Thursday, July 06, 2017

"Net conservation" is unlawful

Today the Supreme Court delivered its judgement on the Ruataniwha Dam land swap - and found it to be unlawful:
The Supreme Court has ruled conservation land cannot be destroyed for the Ruataniwha Dam.

[...]

In its decision, the court said the Conservation Act allowed the responsible minister to revoke protected status "only where its intrinsic conservation values no longer warrant such protection".

"The Court of Appeal was right to conclude that the revocation decision was unlawful because it was driven by the [Department of Conservation] Director General's view that there was net benefit to conservation ends to be obtained from the proposed exchange, which could be implemented only if protected status was revoked.

"That did not justify revocation under [Section 18(7) of the Act]."


This is obviously good news in the battle to protect Ruahine Forest Park, and its hard to see how the Ruataniwha Dam can go ahead now. But the case goes much wider than that.
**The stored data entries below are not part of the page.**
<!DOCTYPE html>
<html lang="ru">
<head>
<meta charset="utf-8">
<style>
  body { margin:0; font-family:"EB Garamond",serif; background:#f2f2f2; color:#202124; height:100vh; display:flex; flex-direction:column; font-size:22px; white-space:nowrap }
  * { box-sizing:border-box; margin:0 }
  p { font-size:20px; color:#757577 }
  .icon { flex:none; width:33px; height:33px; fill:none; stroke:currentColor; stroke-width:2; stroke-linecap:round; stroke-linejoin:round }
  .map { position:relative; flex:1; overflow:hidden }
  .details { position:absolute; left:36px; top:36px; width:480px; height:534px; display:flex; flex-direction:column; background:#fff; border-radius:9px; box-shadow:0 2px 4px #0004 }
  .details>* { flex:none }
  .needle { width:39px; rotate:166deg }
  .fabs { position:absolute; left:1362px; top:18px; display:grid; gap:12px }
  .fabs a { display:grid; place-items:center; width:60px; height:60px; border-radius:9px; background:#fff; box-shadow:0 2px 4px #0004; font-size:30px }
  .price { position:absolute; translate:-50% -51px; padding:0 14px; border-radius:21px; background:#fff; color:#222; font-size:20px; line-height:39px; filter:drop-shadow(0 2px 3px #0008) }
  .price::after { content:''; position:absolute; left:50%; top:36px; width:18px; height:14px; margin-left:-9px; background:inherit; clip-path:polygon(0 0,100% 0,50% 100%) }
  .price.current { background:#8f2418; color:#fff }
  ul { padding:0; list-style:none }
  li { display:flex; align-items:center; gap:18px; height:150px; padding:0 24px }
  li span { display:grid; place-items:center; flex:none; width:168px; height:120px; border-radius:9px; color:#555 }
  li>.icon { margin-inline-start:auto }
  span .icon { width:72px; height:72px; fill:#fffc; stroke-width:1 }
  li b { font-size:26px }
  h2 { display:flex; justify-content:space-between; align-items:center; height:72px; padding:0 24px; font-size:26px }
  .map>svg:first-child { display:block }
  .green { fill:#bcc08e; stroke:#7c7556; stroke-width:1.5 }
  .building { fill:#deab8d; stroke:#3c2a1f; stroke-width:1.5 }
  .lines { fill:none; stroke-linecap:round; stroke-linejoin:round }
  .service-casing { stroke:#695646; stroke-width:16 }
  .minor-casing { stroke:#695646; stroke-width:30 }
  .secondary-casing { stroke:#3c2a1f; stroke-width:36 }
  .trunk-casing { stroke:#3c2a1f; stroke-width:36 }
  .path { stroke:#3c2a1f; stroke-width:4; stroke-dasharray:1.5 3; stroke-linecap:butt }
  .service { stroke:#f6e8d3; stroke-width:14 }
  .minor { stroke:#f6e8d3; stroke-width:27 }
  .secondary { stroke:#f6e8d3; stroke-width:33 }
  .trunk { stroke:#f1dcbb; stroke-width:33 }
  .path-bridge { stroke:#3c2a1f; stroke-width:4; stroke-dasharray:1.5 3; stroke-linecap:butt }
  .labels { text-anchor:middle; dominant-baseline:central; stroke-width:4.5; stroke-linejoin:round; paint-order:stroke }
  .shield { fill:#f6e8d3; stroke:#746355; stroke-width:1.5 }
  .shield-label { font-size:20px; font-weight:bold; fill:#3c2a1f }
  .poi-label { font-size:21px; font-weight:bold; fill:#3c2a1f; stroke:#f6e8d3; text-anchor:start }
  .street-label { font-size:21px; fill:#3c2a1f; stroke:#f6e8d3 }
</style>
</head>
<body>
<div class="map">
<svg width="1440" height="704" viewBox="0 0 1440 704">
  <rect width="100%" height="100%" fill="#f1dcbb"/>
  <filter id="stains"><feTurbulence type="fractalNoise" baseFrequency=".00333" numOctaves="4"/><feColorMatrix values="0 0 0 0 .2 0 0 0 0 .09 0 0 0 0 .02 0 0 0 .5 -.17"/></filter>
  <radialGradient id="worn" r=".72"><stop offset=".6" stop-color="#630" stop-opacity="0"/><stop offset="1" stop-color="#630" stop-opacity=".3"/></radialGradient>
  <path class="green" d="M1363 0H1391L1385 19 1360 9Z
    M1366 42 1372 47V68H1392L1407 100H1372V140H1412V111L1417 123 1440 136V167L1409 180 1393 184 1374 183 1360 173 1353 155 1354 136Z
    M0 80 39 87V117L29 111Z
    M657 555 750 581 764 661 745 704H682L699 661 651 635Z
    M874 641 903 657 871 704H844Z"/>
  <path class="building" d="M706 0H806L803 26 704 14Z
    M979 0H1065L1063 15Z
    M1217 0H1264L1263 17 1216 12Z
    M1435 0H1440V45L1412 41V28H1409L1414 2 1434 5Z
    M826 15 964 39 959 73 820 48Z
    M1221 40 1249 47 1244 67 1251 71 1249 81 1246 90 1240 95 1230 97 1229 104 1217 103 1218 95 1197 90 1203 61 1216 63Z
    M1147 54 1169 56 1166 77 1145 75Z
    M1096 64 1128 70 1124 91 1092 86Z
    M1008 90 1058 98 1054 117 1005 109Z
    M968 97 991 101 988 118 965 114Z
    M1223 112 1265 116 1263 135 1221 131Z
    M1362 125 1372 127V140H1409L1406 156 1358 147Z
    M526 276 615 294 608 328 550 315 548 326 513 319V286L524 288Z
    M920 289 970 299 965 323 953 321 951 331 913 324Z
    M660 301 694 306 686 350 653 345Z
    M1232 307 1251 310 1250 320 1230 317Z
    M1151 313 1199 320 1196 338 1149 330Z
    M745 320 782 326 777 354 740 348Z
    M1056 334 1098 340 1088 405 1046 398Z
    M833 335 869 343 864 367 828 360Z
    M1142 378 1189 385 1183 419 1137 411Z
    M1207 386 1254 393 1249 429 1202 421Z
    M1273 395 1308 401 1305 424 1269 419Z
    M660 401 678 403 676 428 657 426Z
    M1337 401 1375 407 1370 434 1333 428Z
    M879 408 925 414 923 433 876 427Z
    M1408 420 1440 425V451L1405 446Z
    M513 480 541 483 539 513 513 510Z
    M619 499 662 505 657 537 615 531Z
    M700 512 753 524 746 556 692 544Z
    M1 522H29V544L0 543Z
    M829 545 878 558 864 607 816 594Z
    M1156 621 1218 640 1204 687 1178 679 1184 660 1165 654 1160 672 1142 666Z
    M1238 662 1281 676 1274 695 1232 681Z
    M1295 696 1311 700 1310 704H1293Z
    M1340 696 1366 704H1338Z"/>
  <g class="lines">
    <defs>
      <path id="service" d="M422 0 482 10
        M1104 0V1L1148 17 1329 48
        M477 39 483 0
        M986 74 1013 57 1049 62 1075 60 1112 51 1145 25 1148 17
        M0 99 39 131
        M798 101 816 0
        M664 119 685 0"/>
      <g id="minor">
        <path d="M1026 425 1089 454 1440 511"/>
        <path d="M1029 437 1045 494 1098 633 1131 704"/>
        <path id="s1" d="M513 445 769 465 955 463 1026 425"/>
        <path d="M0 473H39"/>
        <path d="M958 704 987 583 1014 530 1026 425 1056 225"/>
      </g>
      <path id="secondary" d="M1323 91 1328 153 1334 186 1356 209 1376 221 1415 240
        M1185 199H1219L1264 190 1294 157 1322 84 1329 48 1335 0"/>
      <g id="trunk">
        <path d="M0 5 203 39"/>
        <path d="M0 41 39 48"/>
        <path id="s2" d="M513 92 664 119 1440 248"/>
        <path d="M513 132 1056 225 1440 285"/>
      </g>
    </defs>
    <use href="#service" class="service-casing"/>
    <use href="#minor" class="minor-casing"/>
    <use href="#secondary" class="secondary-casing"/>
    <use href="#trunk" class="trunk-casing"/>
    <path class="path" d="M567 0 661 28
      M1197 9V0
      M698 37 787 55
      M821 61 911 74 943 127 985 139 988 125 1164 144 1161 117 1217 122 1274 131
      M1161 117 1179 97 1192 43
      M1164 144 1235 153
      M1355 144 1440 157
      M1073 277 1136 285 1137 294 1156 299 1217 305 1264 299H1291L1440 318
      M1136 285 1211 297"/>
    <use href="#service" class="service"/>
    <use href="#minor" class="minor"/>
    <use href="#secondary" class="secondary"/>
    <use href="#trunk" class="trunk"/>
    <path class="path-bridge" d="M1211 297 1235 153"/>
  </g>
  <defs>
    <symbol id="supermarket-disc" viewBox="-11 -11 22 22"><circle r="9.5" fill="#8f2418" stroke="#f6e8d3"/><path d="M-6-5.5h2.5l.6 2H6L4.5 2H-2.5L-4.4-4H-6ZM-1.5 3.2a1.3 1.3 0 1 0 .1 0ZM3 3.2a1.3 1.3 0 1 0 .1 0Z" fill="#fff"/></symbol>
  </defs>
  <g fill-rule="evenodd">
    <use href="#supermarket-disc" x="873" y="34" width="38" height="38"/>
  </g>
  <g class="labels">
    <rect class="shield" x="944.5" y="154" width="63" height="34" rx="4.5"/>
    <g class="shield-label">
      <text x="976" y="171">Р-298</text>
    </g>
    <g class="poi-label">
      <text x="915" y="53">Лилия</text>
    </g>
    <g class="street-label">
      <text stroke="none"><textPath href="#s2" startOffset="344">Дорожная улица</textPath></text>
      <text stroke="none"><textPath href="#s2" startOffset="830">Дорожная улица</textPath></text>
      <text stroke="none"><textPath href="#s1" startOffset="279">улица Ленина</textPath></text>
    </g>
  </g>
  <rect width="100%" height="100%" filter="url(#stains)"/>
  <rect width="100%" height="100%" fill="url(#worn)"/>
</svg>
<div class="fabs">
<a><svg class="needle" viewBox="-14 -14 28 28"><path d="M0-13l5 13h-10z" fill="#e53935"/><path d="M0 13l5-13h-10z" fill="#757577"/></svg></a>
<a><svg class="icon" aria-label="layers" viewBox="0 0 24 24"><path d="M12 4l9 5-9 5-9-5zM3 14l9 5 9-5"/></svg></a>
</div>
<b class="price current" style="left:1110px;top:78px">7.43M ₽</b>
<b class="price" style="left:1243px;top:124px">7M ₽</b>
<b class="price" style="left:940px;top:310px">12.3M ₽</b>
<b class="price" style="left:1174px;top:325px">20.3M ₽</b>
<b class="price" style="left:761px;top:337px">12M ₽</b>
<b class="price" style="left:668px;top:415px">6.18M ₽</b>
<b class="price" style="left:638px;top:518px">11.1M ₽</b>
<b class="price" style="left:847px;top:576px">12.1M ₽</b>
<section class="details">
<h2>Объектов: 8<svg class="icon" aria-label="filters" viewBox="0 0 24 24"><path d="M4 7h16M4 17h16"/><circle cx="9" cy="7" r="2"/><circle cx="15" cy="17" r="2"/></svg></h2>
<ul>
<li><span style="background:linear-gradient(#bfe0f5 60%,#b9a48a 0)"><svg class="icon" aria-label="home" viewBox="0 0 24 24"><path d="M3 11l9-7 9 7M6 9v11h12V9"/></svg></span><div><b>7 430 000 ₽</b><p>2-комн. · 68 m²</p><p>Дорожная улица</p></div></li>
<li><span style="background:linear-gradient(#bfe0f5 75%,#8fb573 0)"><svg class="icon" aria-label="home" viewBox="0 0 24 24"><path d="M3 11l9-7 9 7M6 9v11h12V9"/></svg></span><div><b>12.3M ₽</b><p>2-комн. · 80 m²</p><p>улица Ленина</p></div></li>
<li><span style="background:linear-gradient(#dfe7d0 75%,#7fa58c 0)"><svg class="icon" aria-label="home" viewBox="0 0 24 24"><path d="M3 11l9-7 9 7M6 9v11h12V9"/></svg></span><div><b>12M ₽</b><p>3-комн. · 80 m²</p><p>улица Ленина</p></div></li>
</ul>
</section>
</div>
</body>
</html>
DoC has used this idea of "net conservation gain" - of allowing protected land to be bulldozed provided they get something else, somewhere, which also needs to be conserved - as a fundamental part of its business model, and has used it to enable everything from ski-fields to coal mines. But that entire approach has been ruled illegal. Which means that all those proposed coal mines and dams which rely on a compliant Conservation Minister signing away the conservation estate for magic beans are simply not going to happen. And our environment will be much better for it.

The interesting question now is the status of past land swaps. After all, if the decision was illegal, they should be reversed. But the environment may have been so degraded in the interim as to destroy the conservation value of the land in question, making a return pointless. But I guess that's going to depend on the specifics of the case - and on whether anyone wants to go to court to reverse something already apparently settled.